Aleix sonríe por primera vez en mucho rato y le pregunta cómo está.
—Bé. Normal. És igual2 —dice ella. Y se cubre la boca porque se avergüenza de sus dientes. Leire se avergüenza de casi todo y se boicotea todo el tiempo. Se avergüenza de ser andrógina y hace todo lo posible por serlo. Quiere que los demás le digan lo que no quiere escuchar. Se lo merece. Tal es la violencia de su adolescencia.
—Tinc molta por de morir-me3 —dice Aleix.
—A mi m’encantaria morir-me4 —dice Leire.
Y entonces el pánico se detiene un segundo. Aleix parpadea. Bate las pestañas y se incorpora como si, en lugar de dos Valiums, se hubiese metido siete rayas. Tiene veintidós años y ciento ochenta pulsaciones por segundo.
—En sèrio? No t’espanta la mort?5
—A mi no m’importaria morir-me ara mateix6 —dice Leire.

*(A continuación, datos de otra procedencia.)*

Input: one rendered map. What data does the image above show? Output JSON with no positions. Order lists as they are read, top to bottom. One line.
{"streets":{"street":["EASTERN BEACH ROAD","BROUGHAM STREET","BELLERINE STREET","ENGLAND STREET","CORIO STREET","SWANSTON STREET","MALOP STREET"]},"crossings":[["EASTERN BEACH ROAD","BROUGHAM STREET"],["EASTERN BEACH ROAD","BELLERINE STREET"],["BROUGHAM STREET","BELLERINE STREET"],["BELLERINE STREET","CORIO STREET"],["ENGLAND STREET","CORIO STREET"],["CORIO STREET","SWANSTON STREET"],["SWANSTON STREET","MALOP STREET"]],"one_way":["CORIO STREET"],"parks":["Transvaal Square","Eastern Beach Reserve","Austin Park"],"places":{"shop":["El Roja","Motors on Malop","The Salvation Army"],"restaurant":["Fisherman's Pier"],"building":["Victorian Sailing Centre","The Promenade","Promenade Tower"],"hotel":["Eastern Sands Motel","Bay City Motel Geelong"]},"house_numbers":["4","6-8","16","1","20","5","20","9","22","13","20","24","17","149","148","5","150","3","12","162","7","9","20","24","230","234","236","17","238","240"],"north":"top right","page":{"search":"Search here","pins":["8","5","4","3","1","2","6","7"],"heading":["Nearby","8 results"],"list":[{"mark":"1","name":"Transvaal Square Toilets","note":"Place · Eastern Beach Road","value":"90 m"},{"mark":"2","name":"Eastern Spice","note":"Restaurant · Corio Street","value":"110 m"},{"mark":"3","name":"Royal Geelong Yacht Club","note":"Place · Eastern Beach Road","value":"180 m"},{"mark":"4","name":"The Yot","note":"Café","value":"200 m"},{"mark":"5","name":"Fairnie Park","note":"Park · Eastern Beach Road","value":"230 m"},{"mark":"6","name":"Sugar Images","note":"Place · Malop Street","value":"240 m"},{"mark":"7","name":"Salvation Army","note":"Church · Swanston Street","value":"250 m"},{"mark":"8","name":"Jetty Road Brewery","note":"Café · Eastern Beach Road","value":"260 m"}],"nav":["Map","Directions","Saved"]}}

Sonríe otra vez. Desearía arrancarse su absurda sonrisa con unos alicates y freírla en la sartén que ve tirada en el suelo, junto a las portadas de siete discos abiertos, de un diario escrito con una caligrafía psicodélica y unas pintorescas ilustraciones de colores; más cerca: un montón de cintas de casete en cuyos lomos se puede leer Sideral III, Sideral VI, Sideral II y Sideral I. Los ojos de Leire recorren la pequeña estancia deprisa y piensa que, una vez arrancada, podría arrojar su sonrisa por la ventana que tiene delante, recortada por un marco azul y blanco, en el que Aleix ha dibujado a un puñado de jóvenes de cinturas muy estrechas, ojos enormes y pestañas infinitas. Entonces su sonrisa caería al vacío y se estamparía contra el asfalto de la calle Gran de Gracia y un taxista tatuado y borracho se la llevaría por delante. Lo piensa todo en una calada, alentada por el porro de marihuana que se ha fumado en su casa, antes de pillar la moto y salir al rescate de Aleix.
Ahora se lía otro, y Aleix le dice que los porros son muy peligrosos y que su pelo es muy bonito y que si ella se muriese, él se suicidaría.

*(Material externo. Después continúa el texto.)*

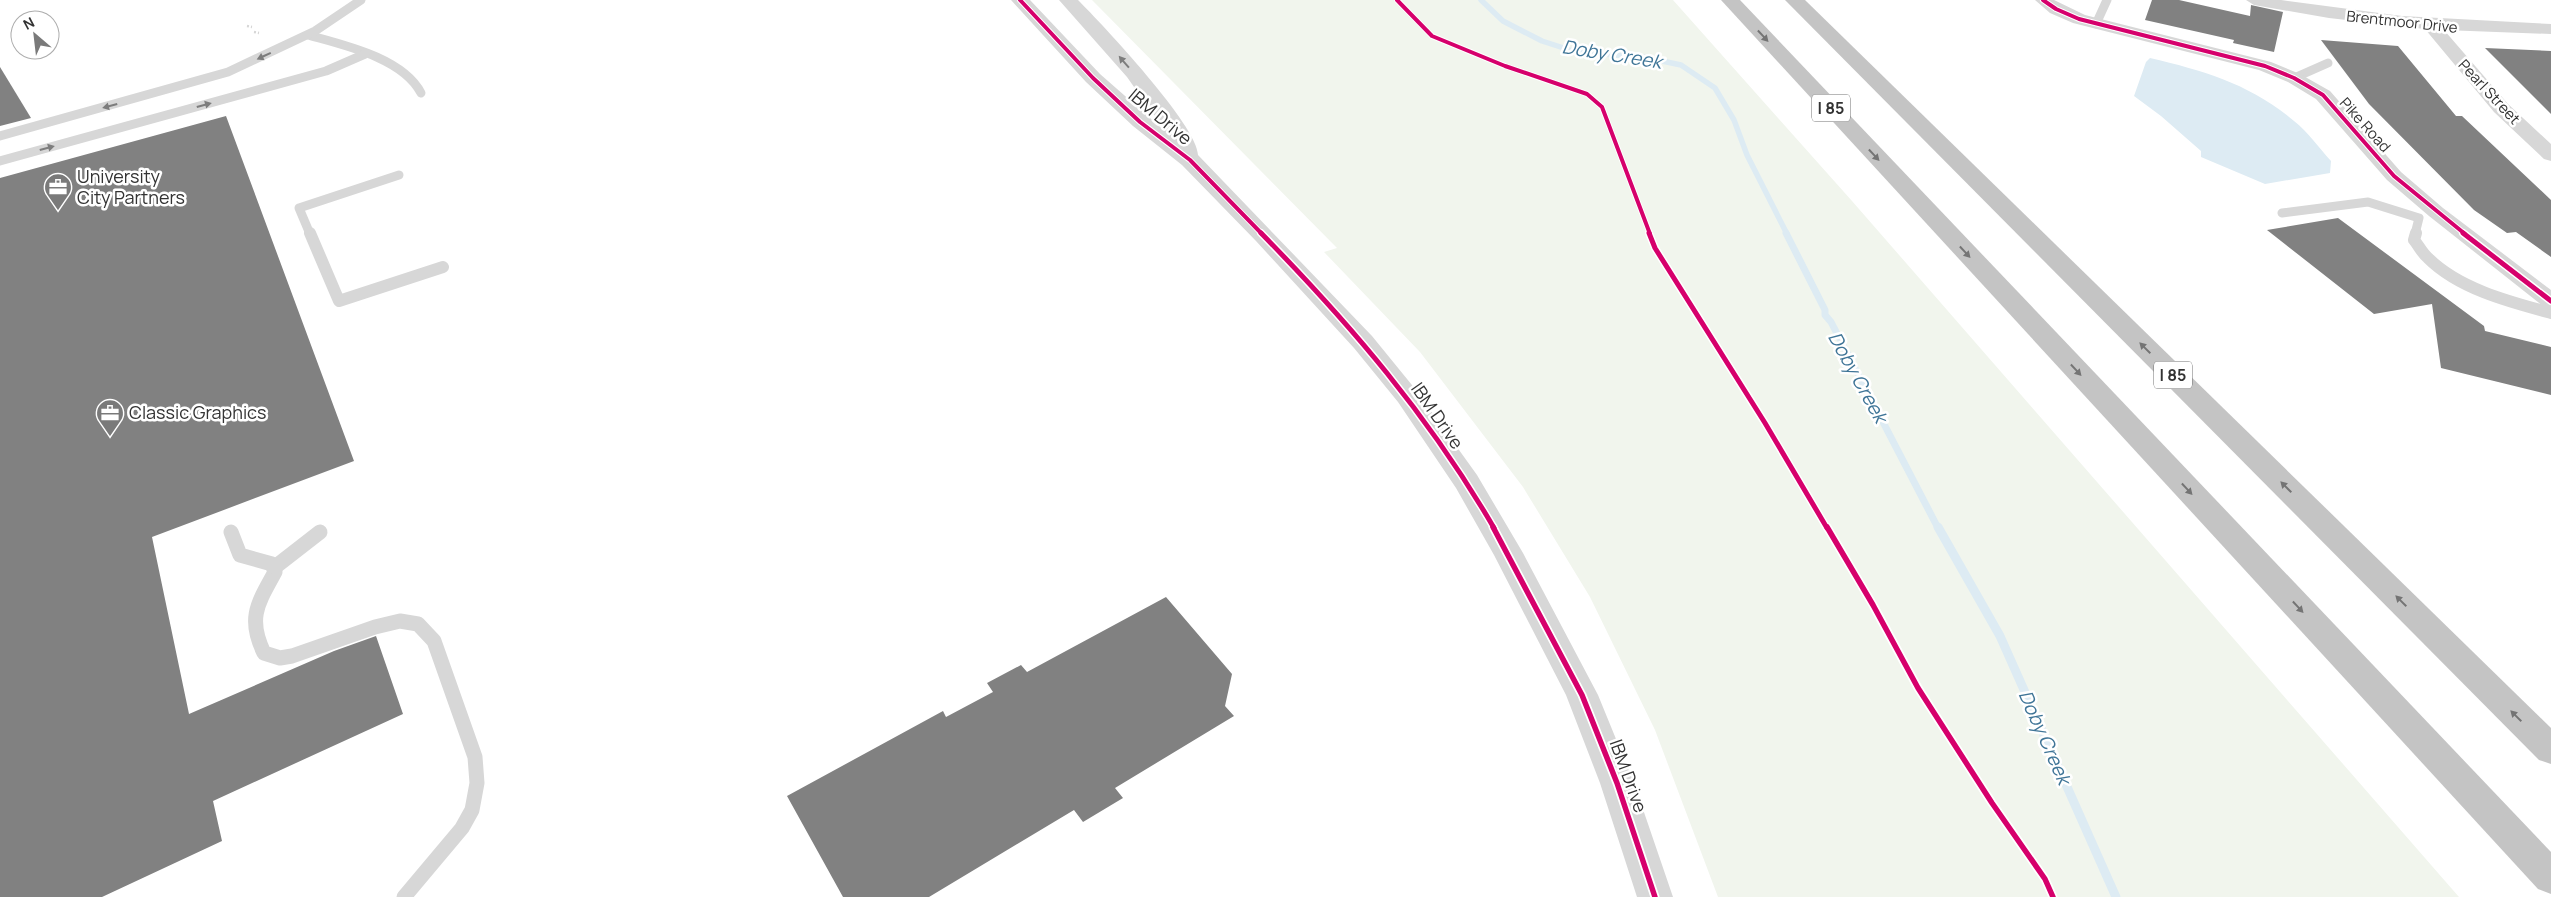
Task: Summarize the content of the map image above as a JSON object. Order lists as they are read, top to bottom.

Y luego se quedan en silencio y Aleix respira normal. Y al cabo del rato se incorpora y se la queda mirando y le dice:
—A mi el que més por em fa del món es no saber estimar7.
Leire sonríe. La vergüenza se ha ido a tomar por culo.
—A mi el que més por em fa del món és pensar que mai seré estimada8 —dice ella.
Y entonces se miran y saben que nunca más volverán a estar solos.